Once my Dad died in 1973, family holidays for us (for the rest of that decade more or less) meant Mum, two older brothers and me – into a car and off somewhere within England (usually somewhere with water – both brothers liked boats and action). I only had one friend who went abroad regularly at this point (her parents had a shop, they liked sunshine, they flew off to Spain a lot) but most of us in the UK had this kind of closer-to-home holiday (if we were lucky) and no-one really expected anything else (now some people seem to expect a fantastic globetrotting holiday several times a year - how exactly did that happen?). I'm not really sure what I did for most of these '70s vacations... lots of reading, some dreaming, lots of wandering about, I suppose (some things don't change...). Here's me on a boat on the Norfolk Broads (I think) in something like 1977. I guess everyone else was doing all the hard work (what was that about things not changing..?).

And here's my poem for this week (audio version here - because I love you...):

England, nineteen seventy something

Every summer we went somewhere
On wheels from British Leyland
Morris, Maxi or Marina
Home-built chariot of choice

Our destination Scarborough
Lake District, Suffolk, Cornwall
Places with more water
Places with some space

In the back of a Maxi
Seats can be so slippery
Hot vinyl, slowish motor
Hot summer, tempers too

Brothers can be bearish
Kicking them so crucial
Sisters can be sat upon
They sat on me (they tried)

Some roads seemed long forever
Others more like upright
The radio kept blethering
A King has died, elsewhere

To caravan, to chalet
To hotel of a heartbreak
The summers gone, each followed on
So long ago, so long

RF 2010



Liz said...

Nice one, Rachel and the photo too, coolness!

Rachel Fox said...

Yes, I think in some ways I have never left the '70s!. Would still wear cheesecloth and denim, happily.

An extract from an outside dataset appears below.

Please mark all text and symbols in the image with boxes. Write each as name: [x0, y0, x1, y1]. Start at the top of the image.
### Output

And I've been quite disturbed the recent '80s fashion comebacks... never liked any of that in the first place.
I'm something like 10 years old in that photo. No date on it and I didn't keep diaries then so not 100% sure of the year.

Unknown said...

What a memory I so remeber those holidays the call the staycations now don't they!
"Brothers can be bearish
Kicking them so crucial
Sisters can be sat upon
They sat on me (they tried)" this brought back realy memories I only had one brother but he was big and very, much older and yes he sat on me!
Really enjoyed this piece

Rachel Fox said...

It was the brother 4 years older than me who I remember kicking most (and him kicking me!). We get on very well now... mind you he does live halfway round the world.

Dr. Jeanne Iris said...

This is lovely, Rachel. I love the way you've written the title and that final stanza! It leads the reader into her/his own memory...

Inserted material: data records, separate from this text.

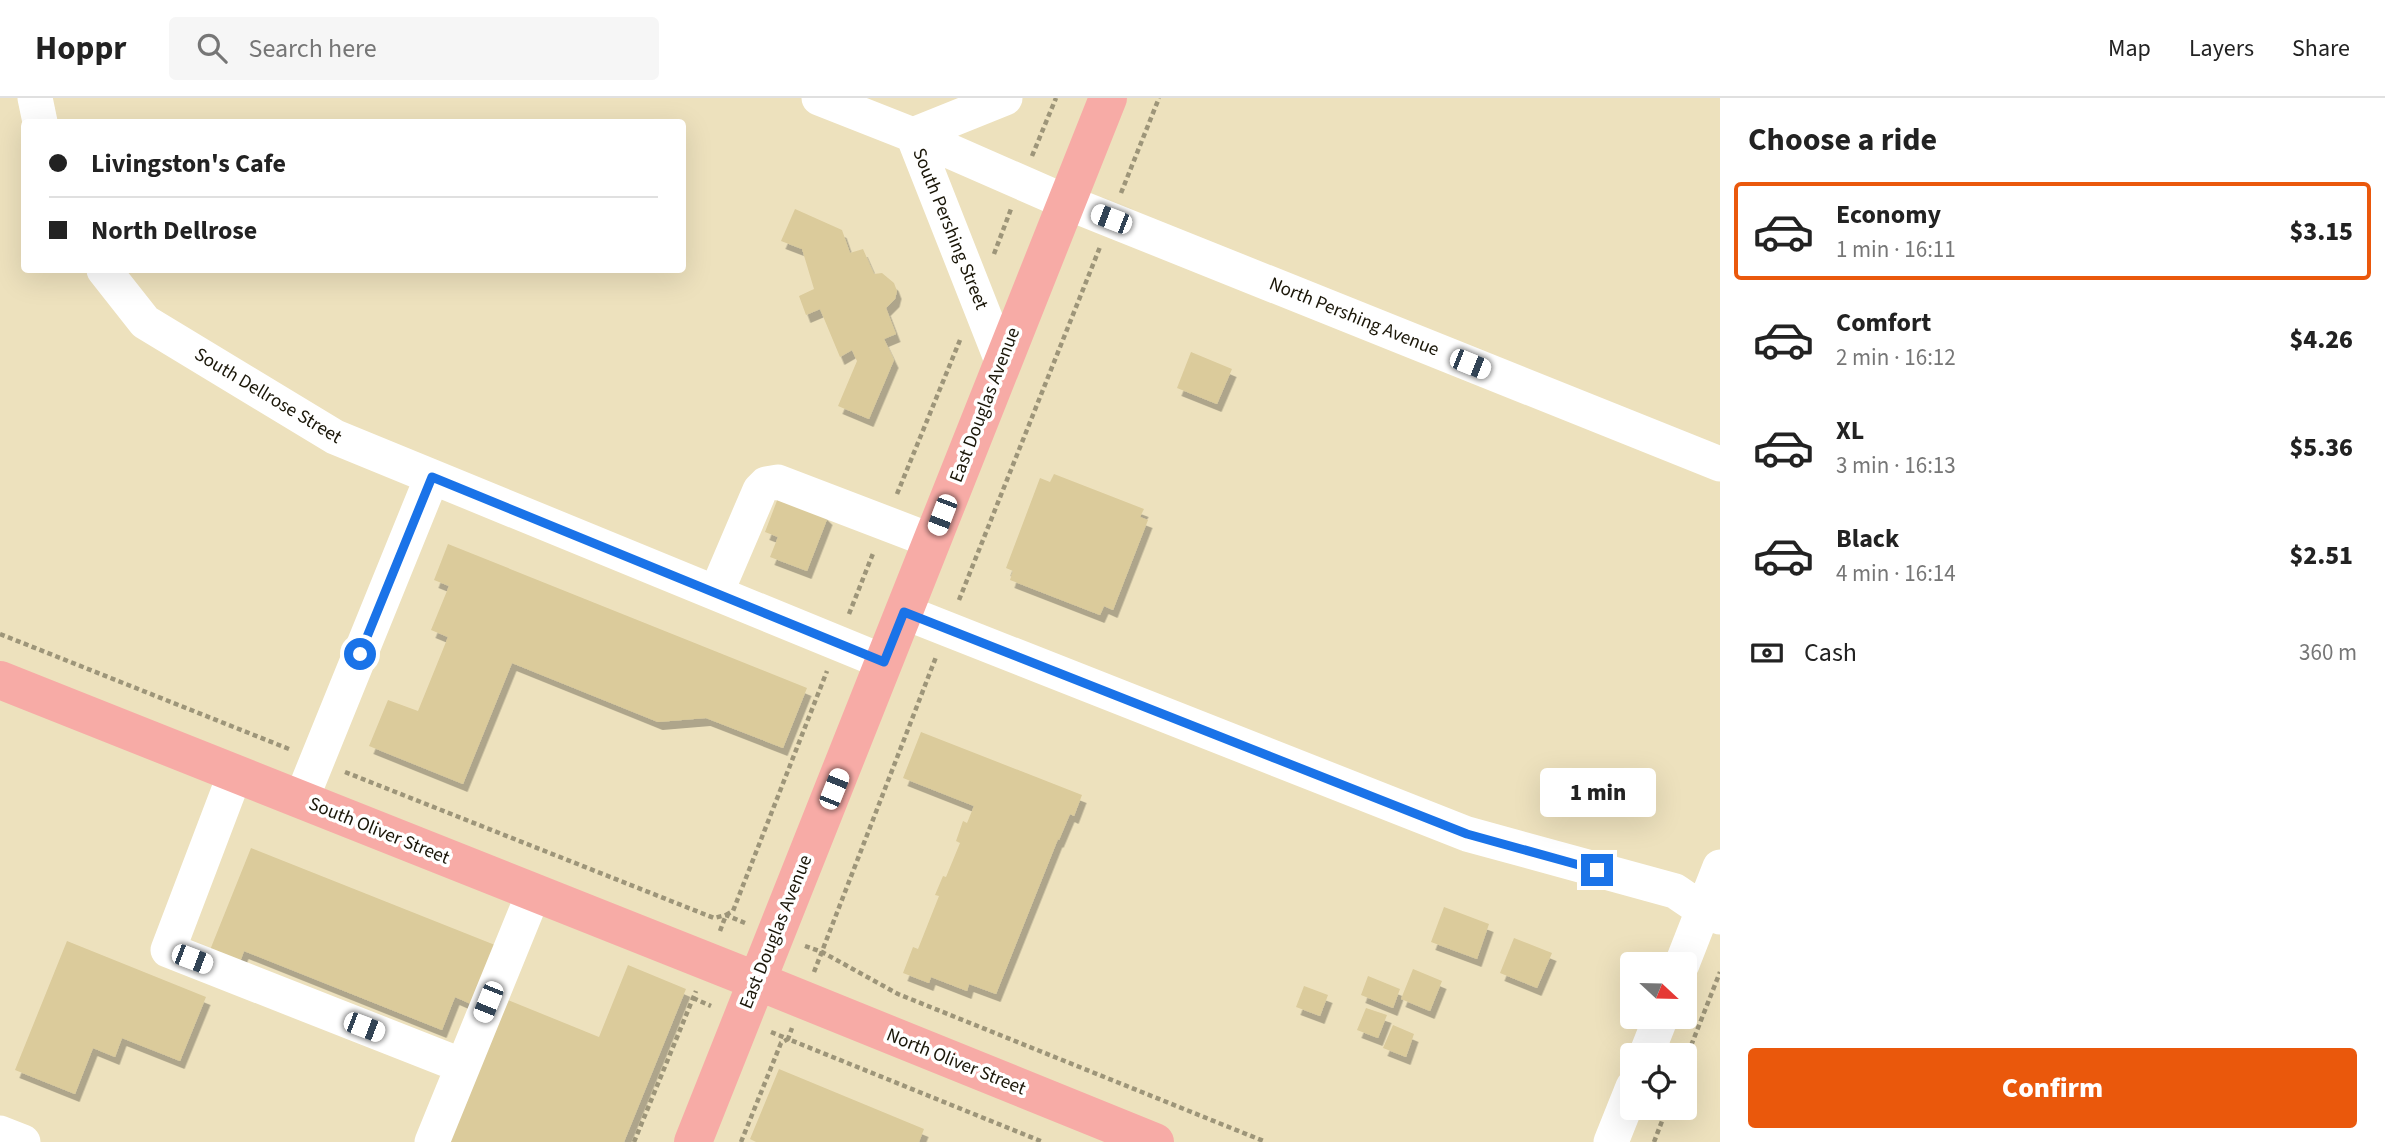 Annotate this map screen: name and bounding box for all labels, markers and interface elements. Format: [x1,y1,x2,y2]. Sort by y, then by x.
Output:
search box [169,17,659,80]
text: Hoppr [35,25,127,72]
icon: search [193,29,231,67]
text: Search here [249,30,377,67]
text: Map [2108,31,2151,66]
text: Layers [2189,31,2254,66]
text: Share [2292,31,2350,66]
text: Choose a ride [1748,117,1937,163]
street label: South Pershing Street [905,144,995,314]
text: Livingston's Cafe [91,145,286,182]
text: Economy [1836,196,1941,233]
icon: car [1752,200,1815,263]
car [1088,202,1135,236]
text: North Dellrose [91,212,257,249]
text: $3.15 [2289,213,2353,250]
text: 1 min · 16:11 [1836,233,1956,266]
street label: North Pershing Avenue [1265,271,1443,363]
text: Comfort [1836,304,1931,341]
icon: car [1752,308,1815,371]
text: $4.26 [2289,321,2353,358]
street label: East Douglas Avenue [943,324,1027,486]
street label: South Dellrose Street [189,341,347,451]
text: 2 min · 16:12 [1836,341,1956,374]
car [1447,346,1494,382]
text: XL [1836,412,1864,449]
icon: car [1752,416,1815,479]
text: $5.36 [2289,429,2353,466]
text: 3 min · 16:13 [1836,449,1956,482]
car [925,492,960,538]
text: Black [1836,520,1899,557]
icon: car [1752,524,1815,587]
text: $2.51 [2289,537,2353,574]
text: 4 min · 16:14 [1836,557,1956,590]
icon: cash [1748,634,1786,672]
text: Cash [1804,634,1857,671]
text: 360 m [2299,636,2357,669]
route start [344,638,376,670]
car [817,766,852,812]
callout: 1 min [1539,768,1655,818]
text: 1 min [1570,776,1626,809]
street label: South Oliver Street [305,790,454,872]
street label: East Douglas Avenue [733,851,819,1013]
route end [1581,854,1613,886]
car [169,942,216,976]
north arrow [1620,952,1698,1029]
map controls [1620,952,1697,1120]
car [471,979,506,1025]
car [341,1010,388,1044]
street label: North Oliver Street [882,1022,1030,1102]
button: locate [1620,1043,1697,1120]
button: Confirm [1748,1048,2357,1128]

Recently, I read some research proving sisters are a significant benefit to a sibling's life, whether the sibling is male or female. (We always knew that though, didn't we?)

Jim Murdoch said...

There are certain things that unify people: the TV programmes we used to watch as kids (and how they're so much better than those on offer now), the sweets you can't get any more and car trips with your family. Strange, when I read the title and the first line I thought you were going to make more of the 'some' - we went somewhere, did something, met someone. You get the idea.

The Bug said...

We were a camping family - camped at Nashville, camped at Disney World, camped in the Blue Ridge Mountains. I'm pretty sure my dad was just cheap :) My brother & I loved to pick on each other - so your poem definitely brought back memories. My favorite part is that they TRIED to sit on you. That right there describes sibling rivalry quite succinctly!

Rachel Fenton said...


You look very exceedingly groovy-tastic in your pic.

I'm with you on the eighties revulsion - yuck - though it was such a near miss with the Georgian/victorian fashions it was trying to re-invent...could have nbeen done so much better....yeah, well....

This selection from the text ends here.